China Foreign Ministry said the Yuan exchange rate was not the reason for unbalanced trade ties with the United States, after Republican presidential candidate Donald Trump said he would label Beijing a currency manipulator. Trump, the presumptive Republican nominee, has called China the "grand master" of currency devaluation, which he says unfair trade deals and cost American jobs. The Yuan is currently hovering near a 5-1/2-year low against the dollar. Currency analyst also argued that the Yuan’s fall will be a bigger headache for the global economy than the British pounds, GBP/USD, slump 1.3415 on Thursday.

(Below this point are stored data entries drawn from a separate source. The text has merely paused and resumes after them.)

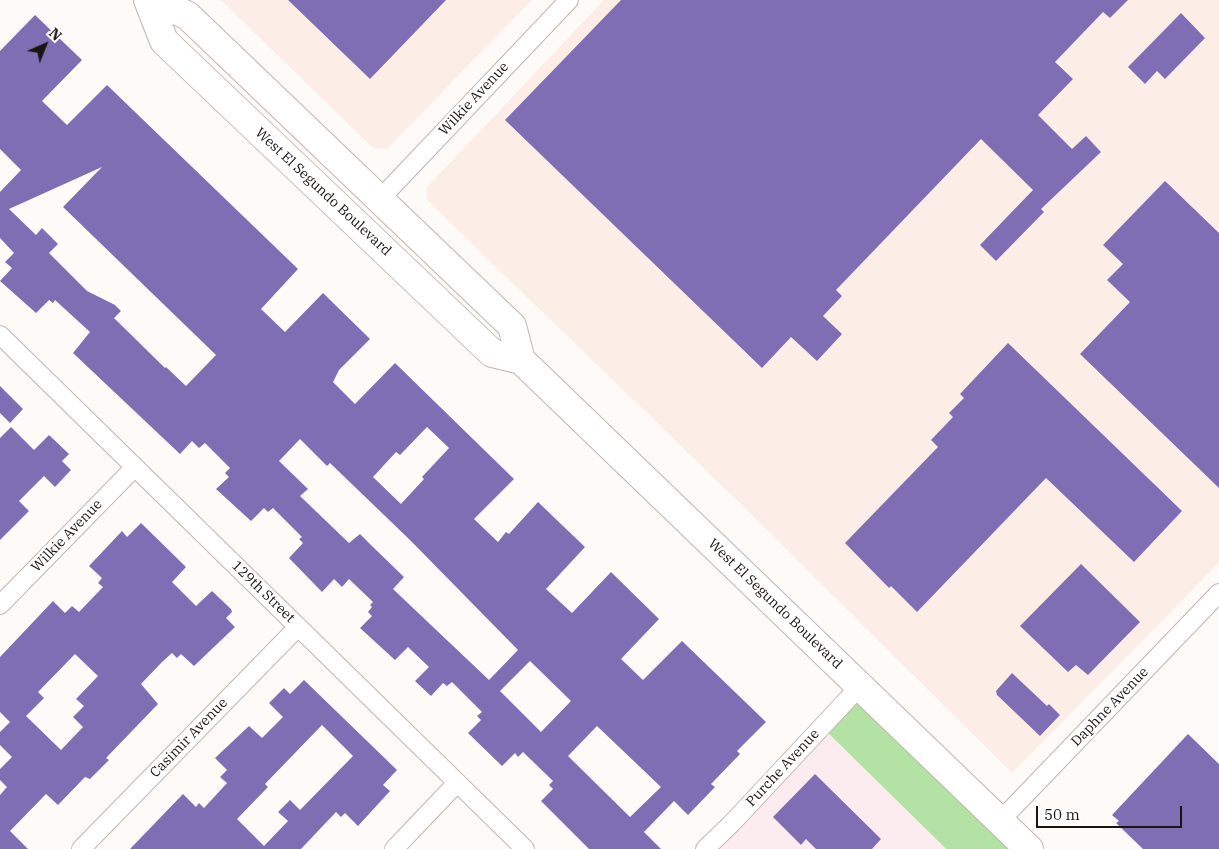 <!DOCTYPE html>
<style>
body{margin:0}
#map{position:relative;width:1219px;height:849px;overflow:hidden;background:#fefaf7;font-family:"IBM Plex Serif",serif}
canvas{display:block}
.north{position:absolute;left:20px;top:20px;width:50px;height:50px;-webkit-text-stroke:4px #fff;paint-order:stroke;rotate:44deg;font-size:14px;font-weight:700;line-height:20px;text-align:center;color:#191513}
.north::after{content:'';display:block;margin:auto;width:18px;height:22px;background:#191513;clip-path:polygon(50% 0,100% 100%,50% 72%,0 100%)}
.scale{position:absolute;left:1036px;top:806px;width:146px;height:22px;box-sizing:border-box;border:2px solid #191513;border-top:0;padding-left:6px;font-size:15px;line-height:18px;white-space:nowrap;color:#191513;-webkit-text-stroke:4px #fff;paint-order:stroke}
</style>
<div id="map">
<canvas width="1219" height="849"></canvas>
<div class="north">N</div>
<div class="scale">50 m</div>
</div>
<script>
const ctx = document.querySelector('canvas').getContext('2d');
ctx.lineJoin = 'round';
function paint(path, color) { ctx.fillStyle = color; ctx.fill(path, 'evenodd'); }
const shape = rows => new Path2D(rows.map(r => 'M' + r).join(''));
function trace(path, color, width, dash) { ctx.strokeStyle = color; ctx.lineWidth = width; ctx.lineCap = dash ? 'butt' : 'round'; ctx.setLineDash(dash || []); ctx.stroke(path); }
function label(font, color, halo, rows, align = 'center') {
  ctx.font = font + ' "IBM Plex Serif",serif'; ctx.lineWidth = 5; ctx.setLineDash([]); ctx.textBaseline = 'middle'; ctx.strokeStyle = halo; ctx.fillStyle = color; for (const [text, x, y, turn = 0] of rows) {
    ctx.save(); ctx.translate(x, y); ctx.rotate((+turn || 0) * Math.PI / 180); ctx.textAlign = isNaN(turn) ? turn : align; if (halo) ctx.strokeText(text, 0, 0); ctx.fillText(text, 0, 0); ctx.restore();
  }
}
paint(shape([
 [822,727,945,849,709,849]
]), '#fcecf0');
paint(shape([
 [221,0,532,0,387,149,373,148],
 [604,0,1219,0,1219,563,1012,773,752,515,427,200,427,187]
]), '#fceee7');
paint(shape([
 [860,686,1029,849,946,849,822,727]
]), '#b4e2a5');
paint(shape([
 [288,0,446,0,370,79],
 [621,0,1128,0,1110,18,1103,12,1055,62,1073,79,1038,115,1072,149,1086,136,1101,152,1041,209,1044,212,996,261,980,245,1033,190,981,139,836,290,842,296,823,316,842,334,817,361,791,337,762,368,505,120],
 [1181,13,1205,38,1165,79,1157,71,1145,84,1128,67],
 [35,15,82,60,42,101,67,125,107,85,298,269,261,309,285,332,323,293,370,339,339,370,333,382,355,404,395,363,514,479,474,519,498,542,506,532,509,534,538,502,585,547,546,589,572,613,611,572,659,619,621,659,643,680,682,641,766,722,737,751,740,754,711,784,715,787,688,815,674,801,644,832,661,849,589,849,541,801,553,789,549,785,553,781,523,752,518,757,515,753,502,766,468,733,481,720,477,716,482,712,452,682,447,686,443,683,431,696,415,681,429,667,408,647,395,660,360,628,372,616,368,612,372,607,370,605,373,602,349,579,342,587,334,579,322,592,289,558,303,543,299,539,302,537,273,508,268,512,264,508,251,521,216,489,229,477,225,473,230,468,205,443,199,448,192,441,180,454,73,353,90,332,55,300,53,303,49,300,36,313,0,281,12,268,5,262,14,253,0,238,0,192,21,170,0,149,0,51],
 [102,167,63,207,216,355,186,386,166,367,165,368,114,318,121,311,115,305,87,291,49,253,58,244,42,228,36,235,9,209],
 [427,427,449,448,422,477,424,479,401,504,373,477,396,452,400,455],
 [300,439,327,466,330,463,410,540,518,650,489,680,393,589,404,577,373,547,360,534,349,543,300,496,308,489,279,461],
 [530,661,571,701,541,732,500,691],
 [597,726,661,787,630,817,568,756],
 [1165,181,1219,233,1219,488,1080,354,1130,302,1107,280,1123,264,1103,245],
 [1008,343,1182,511,1134,562,1046,478,917,612,891,586,889,588,845,543,938,447,931,440,953,417,949,413,964,398,960,394],
 [0,386,23,409,10,423,0,413],
 [11,427,34,450,49,435,69,454,62,461,71,470,55,487,44,476,19,501,29,511,0,540,0,438],
 [141,523,186,567,172,582,196,606,212,591,231,609,232,612,226,618,235,627,194,666,181,654,177,658,172,653,162,662,141,684,158,704,106,758,109,760,90,779,85,777,58,805,46,794,10,831,28,849,0,849,0,795,7,787,0,780,0,769,12,757,0,745,0,732,10,722,0,712,0,657,53,601,65,613,72,606,79,612,103,587,98,583,102,578,89,566,122,531,127,537],
 [75,654,98,676,76,699,84,706,73,717,83,727,61,750,26,716,44,698,38,692],
 [1081,564,1140,622,1088,675,1076,665,1068,672,1020,626],
 [1012,673,1047,706,1049,704,1060,715,1040,736,997,695,996,691],
 [304,680,397,770,383,785,390,791,358,826,345,813,341,817,336,812,301,849,130,849,183,794,196,807,199,803,204,808,227,783,220,777,227,770,215,758,249,726,262,738,283,717,269,703,284,688,290,694],
 [322,725,353,756,300,810,290,800,278,812,288,821,264,846,237,819,268,787,265,784],
 [1188,734,1219,764,1219,849,1143,849,1116,823,1119,821,1112,815],
 [815,774,881,839,872,849,816,849,806,839,801,845,773,817]
]), '#806eb5');
const minor = shape([
 [380,199,569,0],
 [0,335,525,849],
 [0,605,135,467],
 [1000,821,1219,593],
 [81,849,298,627],
 [394,849,457,783],
 [705,849,732,823,860,686]
]);
const primary = shape([
 [148,0,164,41,492,353,521,360,1029,849],
 [157,0,188,16,512,326,521,360]
]);
trace(minor, '#c0b6af', 20);
trace(primary, '#c0b6af', 30);
trace(minor, '#fff', 18);
trace(primary, '#fff', 28);
label('14px', '#191513', '#fff', [
 ["Wilkie Avenue",474,99,-47],
 ["West El Segundo Boulevard",323,192,43],
 ["Wilkie Avenue",67,536,-46],
 ["129th Street",263,592,44],
 ["West El Segundo Boulevard",775,604,44],
 ["Daphne Avenue",1110,707,-46],
 ["Casimir Avenue",189,738,-46],
 ["Purche Avenue",783,768,-47]
]);
</script>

Sterling hit a fresh 30-year low against the dollar on Monday; one of the reasons behind the same is China’s status as the world’s biggest exporter. WTO member countries that buy a lot of Chinese goods, like the India, U.S. and Japan, are importing deflation on the back of cheaper import prices, thereby dampening their inflation. That is a huge problem for Japan, which is already resorting to unconventional tools like negative interest rates to resuscitate its economy. For the U.S., it will pose more challenges for the Federal Reserve which is trying to juggle an economic recovery at home with a prolonged global slowdown.
Given its limited exposure to Europe, China should have been well-positioned to weather the upheaval after British voters dramatically decided to quit the European Union last week. But China is finding itself at the centre of currency market volatility as renewed strength in the U.S. dollar stoked expectations for a sharp depreciation in the Yuan. The direct shock to the economy from any weakness in the U.K. should be small, said Julian Evans-Pritchard, Capital Economics’ China economist, in a note. Perhaps of greater importance are the implications for China’s currency.
The Yuan has already been in a steady decline against the greenback in the wake of the Chinese government’s surprise devaluation of the currency in August, when the stock market lost more than 30% of its value in a month. However, the pace of the Yuan’s drop could accelerate going forward as investors shy away from bets on risky currencies and flock to the greenback. In the aftermath of Brexit, dollar strength will likely rise as investors opt for low-risk assets.
In response, we think the People’s Bank of China will have to allow a faster depreciation of the Yuan against the dollar to preserve export competitiveness, said Helen Qiao, Bank of America Merrill Lynch, in a report. The economist also lowered China’s gross domestic product growth target this year to 6.4% from 6.6%, citing tighter liquidity on the softer Yuan. Trade-reliant economies, like China, often resort to weakening their currencies in a bid to make their exports cheaper and prop up the economy.
But in China’s case, the Yuan’s retreat could trigger another bout of capital flight and lead to unstable financial conditions at home. If the dollar gains against the Yuan, prompted Chinese companies to repay outstanding dollar-denominated debt, which aggravated the country’s capital outflows. Financial authorities then responded by allowing a rapid expansion in domestic credit.